### What is being asked
Would you return every entry, exactly as it is written?

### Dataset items
__________________________________________________

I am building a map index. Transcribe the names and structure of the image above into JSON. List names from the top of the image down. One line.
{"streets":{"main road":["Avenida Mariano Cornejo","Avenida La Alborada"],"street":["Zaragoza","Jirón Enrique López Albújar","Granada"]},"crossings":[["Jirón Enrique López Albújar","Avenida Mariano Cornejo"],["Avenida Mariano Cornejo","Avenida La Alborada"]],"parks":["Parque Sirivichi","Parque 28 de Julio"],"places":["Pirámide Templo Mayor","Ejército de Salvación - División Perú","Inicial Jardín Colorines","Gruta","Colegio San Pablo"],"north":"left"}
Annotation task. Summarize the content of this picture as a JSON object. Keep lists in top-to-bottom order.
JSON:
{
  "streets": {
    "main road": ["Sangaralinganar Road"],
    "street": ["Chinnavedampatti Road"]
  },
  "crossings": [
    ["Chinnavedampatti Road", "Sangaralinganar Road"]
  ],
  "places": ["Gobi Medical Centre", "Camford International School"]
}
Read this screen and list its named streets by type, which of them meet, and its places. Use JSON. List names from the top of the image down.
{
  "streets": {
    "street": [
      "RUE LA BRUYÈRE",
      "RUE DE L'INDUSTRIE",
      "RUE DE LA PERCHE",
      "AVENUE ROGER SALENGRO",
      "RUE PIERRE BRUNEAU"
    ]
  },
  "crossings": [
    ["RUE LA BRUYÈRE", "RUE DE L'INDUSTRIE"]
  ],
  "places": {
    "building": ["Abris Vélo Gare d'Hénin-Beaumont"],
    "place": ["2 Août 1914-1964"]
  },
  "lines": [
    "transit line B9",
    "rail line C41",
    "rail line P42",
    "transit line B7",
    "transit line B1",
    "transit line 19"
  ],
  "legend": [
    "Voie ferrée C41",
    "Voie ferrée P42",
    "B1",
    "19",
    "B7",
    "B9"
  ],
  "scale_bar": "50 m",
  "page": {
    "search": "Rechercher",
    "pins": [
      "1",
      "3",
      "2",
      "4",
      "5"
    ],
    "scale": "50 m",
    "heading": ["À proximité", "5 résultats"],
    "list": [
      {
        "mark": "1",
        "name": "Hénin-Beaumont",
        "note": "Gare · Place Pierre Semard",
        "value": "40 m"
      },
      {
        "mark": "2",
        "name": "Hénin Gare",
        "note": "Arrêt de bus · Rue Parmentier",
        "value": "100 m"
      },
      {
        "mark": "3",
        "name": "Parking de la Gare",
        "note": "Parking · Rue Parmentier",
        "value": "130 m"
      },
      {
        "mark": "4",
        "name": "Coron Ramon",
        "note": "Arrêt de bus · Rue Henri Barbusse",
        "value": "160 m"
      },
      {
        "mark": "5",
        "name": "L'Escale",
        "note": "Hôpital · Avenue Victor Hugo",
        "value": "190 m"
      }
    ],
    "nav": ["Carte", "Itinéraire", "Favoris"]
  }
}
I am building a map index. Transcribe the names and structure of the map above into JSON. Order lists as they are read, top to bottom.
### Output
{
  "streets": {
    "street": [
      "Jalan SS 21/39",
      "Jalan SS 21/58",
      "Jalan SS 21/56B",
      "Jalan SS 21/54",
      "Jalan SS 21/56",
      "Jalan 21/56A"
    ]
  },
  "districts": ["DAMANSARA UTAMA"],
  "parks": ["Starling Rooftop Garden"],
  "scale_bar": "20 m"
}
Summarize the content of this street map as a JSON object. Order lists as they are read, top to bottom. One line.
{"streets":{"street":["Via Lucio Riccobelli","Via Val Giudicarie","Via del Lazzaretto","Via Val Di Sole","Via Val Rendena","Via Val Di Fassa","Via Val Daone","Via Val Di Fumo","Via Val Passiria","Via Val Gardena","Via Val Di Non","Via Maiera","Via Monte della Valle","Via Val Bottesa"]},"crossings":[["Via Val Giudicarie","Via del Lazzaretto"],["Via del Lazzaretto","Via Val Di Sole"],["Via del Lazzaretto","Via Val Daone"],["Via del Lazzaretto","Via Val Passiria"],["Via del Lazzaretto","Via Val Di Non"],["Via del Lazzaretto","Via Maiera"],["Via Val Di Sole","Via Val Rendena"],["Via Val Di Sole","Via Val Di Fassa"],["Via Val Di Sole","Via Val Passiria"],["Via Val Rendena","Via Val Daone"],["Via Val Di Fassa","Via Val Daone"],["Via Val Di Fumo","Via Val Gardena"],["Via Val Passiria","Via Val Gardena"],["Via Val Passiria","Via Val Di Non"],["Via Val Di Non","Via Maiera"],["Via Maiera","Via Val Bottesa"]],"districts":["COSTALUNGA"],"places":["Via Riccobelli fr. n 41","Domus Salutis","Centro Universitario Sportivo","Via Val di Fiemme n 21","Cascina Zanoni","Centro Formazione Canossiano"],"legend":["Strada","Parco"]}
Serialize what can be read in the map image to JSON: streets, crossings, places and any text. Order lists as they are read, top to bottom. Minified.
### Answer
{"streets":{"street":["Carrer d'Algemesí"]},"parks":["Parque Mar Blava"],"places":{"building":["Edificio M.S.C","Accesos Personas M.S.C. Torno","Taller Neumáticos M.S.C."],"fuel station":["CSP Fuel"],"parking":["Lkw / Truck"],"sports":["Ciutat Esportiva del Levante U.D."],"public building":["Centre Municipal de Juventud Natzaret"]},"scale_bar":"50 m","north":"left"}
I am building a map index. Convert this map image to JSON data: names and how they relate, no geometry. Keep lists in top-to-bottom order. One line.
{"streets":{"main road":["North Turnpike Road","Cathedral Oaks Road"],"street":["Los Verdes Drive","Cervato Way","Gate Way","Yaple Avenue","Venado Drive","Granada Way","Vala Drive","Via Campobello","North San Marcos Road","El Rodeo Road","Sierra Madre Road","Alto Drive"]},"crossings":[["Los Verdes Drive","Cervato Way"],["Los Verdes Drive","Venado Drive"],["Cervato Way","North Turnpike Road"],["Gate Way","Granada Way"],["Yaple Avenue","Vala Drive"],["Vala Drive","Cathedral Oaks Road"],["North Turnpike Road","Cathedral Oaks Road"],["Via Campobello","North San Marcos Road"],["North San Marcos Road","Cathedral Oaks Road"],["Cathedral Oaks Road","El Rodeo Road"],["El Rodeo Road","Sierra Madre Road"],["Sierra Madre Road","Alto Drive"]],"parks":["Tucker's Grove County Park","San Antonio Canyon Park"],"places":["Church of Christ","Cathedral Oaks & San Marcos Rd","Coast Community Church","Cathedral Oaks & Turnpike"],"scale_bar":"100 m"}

__________________________________________________

### Exercise solution
I am building a map index. Transcribe the names and structure of the image above into JSON. List names from the top of the image down. One line.
{"streets":{"main road":["Avenida Mariano Cornejo","Avenida La Alborada"],"street":["Zaragoza","Jirón Enrique López Albújar","Granada"]},"crossings":[["Jirón Enrique López Albújar","Avenida Mariano Cornejo"],["Avenida Mariano Cornejo","Avenida La Alborada"]],"parks":["Parque Sirivichi","Parque 28 de Julio"],"places":["Pirámide Templo Mayor","Ejército de Salvación - División Perú","Inicial Jardín Colorines","Gruta","Colegio San Pablo"],"north":"left"}
Annotation task. Summarize the content of this picture as a JSON object. Keep lists in top-to-bottom order.
JSON:
{
  "streets": {
    "main road": ["Sangaralinganar Road"],
    "street": ["Chinnavedampatti Road"]
  },
  "crossings": [
    ["Chinnavedampatti Road", "Sangaralinganar Road"]
  ],
  "places": ["Gobi Medical Centre", "Camford International School"]
}
Read this screen and list its named streets by type, which of them meet, and its places. Use JSON. List names from the top of the image down.
{
  "streets": {
    "street": [
      "RUE LA BRUYÈRE",
      "RUE DE L'INDUSTRIE",
      "RUE DE LA PERCHE",
      "AVENUE ROGER SALENGRO",
      "RUE PIERRE BRUNEAU"
    ]
  },
  "crossings": [
    ["RUE LA BRUYÈRE", "RUE DE L'INDUSTRIE"]
  ],
  "places": {
    "building": ["Abris Vélo Gare d'Hénin-Beaumont"],
    "place": ["2 Août 1914-1964"]
  },
  "lines": [
    "transit line B9",
    "rail line C41",
    "rail line P42",
    "transit line B7",
    "transit line B1",
    "transit line 19"
  ],
  "legend": [
    "Voie ferrée C41",
    "Voie ferrée P42",
    "B1",
    "19",
    "B7",
    "B9"
  ],
  "scale_bar": "50 m",
  "page": {
    "search": "Rechercher",
    "pins": [
      "1",
      "3",
      "2",
      "4",
      "5"
    ],
    "scale": "50 m",
    "heading": ["À proximité", "5 résultats"],
    "list": [
      {
        "mark": "1",
        "name": "Hénin-Beaumont",
        "note": "Gare · Place Pierre Semard",
        "value": "40 m"
      },
      {
        "mark": "2",
        "name": "Hénin Gare",
        "note": "Arrêt de bus · Rue Parmentier",
        "value": "100 m"
      },
      {
        "mark": "3",
        "name": "Parking de la Gare",
        "note": "Parking · Rue Parmentier",
        "value": "130 m"
      },
      {
        "mark": "4",
        "name": "Coron Ramon",
        "note": "Arrêt de bus · Rue Henri Barbusse",
        "value": "160 m"
      },
      {
        "mark": "5",
        "name": "L'Escale",
        "note": "Hôpital · Avenue Victor Hugo",
        "value": "190 m"
      }
    ],
    "nav": ["Carte", "Itinéraire", "Favoris"]
  }
}
I am building a map index. Transcribe the names and structure of the map above into JSON. Order lists as they are read, top to bottom.
### Output
{
  "streets": {
    "street": [
      "Jalan SS 21/39",
      "Jalan SS 21/58",
      "Jalan SS 21/56B",
      "Jalan SS 21/54",
      "Jalan SS 21/56",
      "Jalan 21/56A"
    ]
  },
  "districts": ["DAMANSARA UTAMA"],
  "parks": ["Starling Rooftop Garden"],
  "scale_bar": "20 m"
}
Summarize the content of this street map as a JSON object. Order lists as they are read, top to bottom. One line.
{"streets":{"street":["Via Lucio Riccobelli","Via Val Giudicarie","Via del Lazzaretto","Via Val Di Sole","Via Val Rendena","Via Val Di Fassa","Via Val Daone","Via Val Di Fumo","Via Val Passiria","Via Val Gardena","Via Val Di Non","Via Maiera","Via Monte della Valle","Via Val Bottesa"]},"crossings":[["Via Val Giudicarie","Via del Lazzaretto"],["Via del Lazzaretto","Via Val Di Sole"],["Via del Lazzaretto","Via Val Daone"],["Via del Lazzaretto","Via Val Passiria"],["Via del Lazzaretto","Via Val Di Non"],["Via del Lazzaretto","Via Maiera"],["Via Val Di Sole","Via Val Rendena"],["Via Val Di Sole","Via Val Di Fassa"],["Via Val Di Sole","Via Val Passiria"],["Via Val Rendena","Via Val Daone"],["Via Val Di Fassa","Via Val Daone"],["Via Val Di Fumo","Via Val Gardena"],["Via Val Passiria","Via Val Gardena"],["Via Val Passiria","Via Val Di Non"],["Via Val Di Non","Via Maiera"],["Via Maiera","Via Val Bottesa"]],"districts":["COSTALUNGA"],"places":["Via Riccobelli fr. n 41","Domus Salutis","Centro Universitario Sportivo","Via Val di Fiemme n 21","Cascina Zanoni","Centro Formazione Canossiano"],"legend":["Strada","Parco"]}
Serialize what can be read in the map image to JSON: streets, crossings, places and any text. Order lists as they are read, top to bottom. Minified.
### Answer
{"streets":{"street":["Carrer d'Algemesí"]},"parks":["Parque Mar Blava"],"places":{"building":["Edificio M.S.C","Accesos Personas M.S.C. Torno","Taller Neumáticos M.S.C."],"fuel station":["CSP Fuel"],"parking":["Lkw / Truck"],"sports":["Ciutat Esportiva del Levante U.D."],"public building":["Centre Municipal de Juventud Natzaret"]},"scale_bar":"50 m","north":"left"}
I am building a map index. Convert this map image to JSON data: names and how they relate, no geometry. Keep lists in top-to-bottom order. One line.
{"streets":{"main road":["North Turnpike Road","Cathedral Oaks Road"],"street":["Los Verdes Drive","Cervato Way","Gate Way","Yaple Avenue","Venado Drive","Granada Way","Vala Drive","Via Campobello","North San Marcos Road","El Rodeo Road","Sierra Madre Road","Alto Drive"]},"crossings":[["Los Verdes Drive","Cervato Way"],["Los Verdes Drive","Venado Drive"],["Cervato Way","North Turnpike Road"],["Gate Way","Granada Way"],["Yaple Avenue","Vala Drive"],["Vala Drive","Cathedral Oaks Road"],["North Turnpike Road","Cathedral Oaks Road"],["Via Campobello","North San Marcos Road"],["North San Marcos Road","Cathedral Oaks Road"],["Cathedral Oaks Road","El Rodeo Road"],["El Rodeo Road","Sierra Madre Road"],["Sierra Madre Road","Alto Drive"]],"parks":["Tucker's Grove County Park","San Antonio Canyon Park"],"places":["Church of Christ","Cathedral Oaks & San Marcos Rd","Coast Community Church","Cathedral Oaks & Turnpike"],"scale_bar":"100 m"}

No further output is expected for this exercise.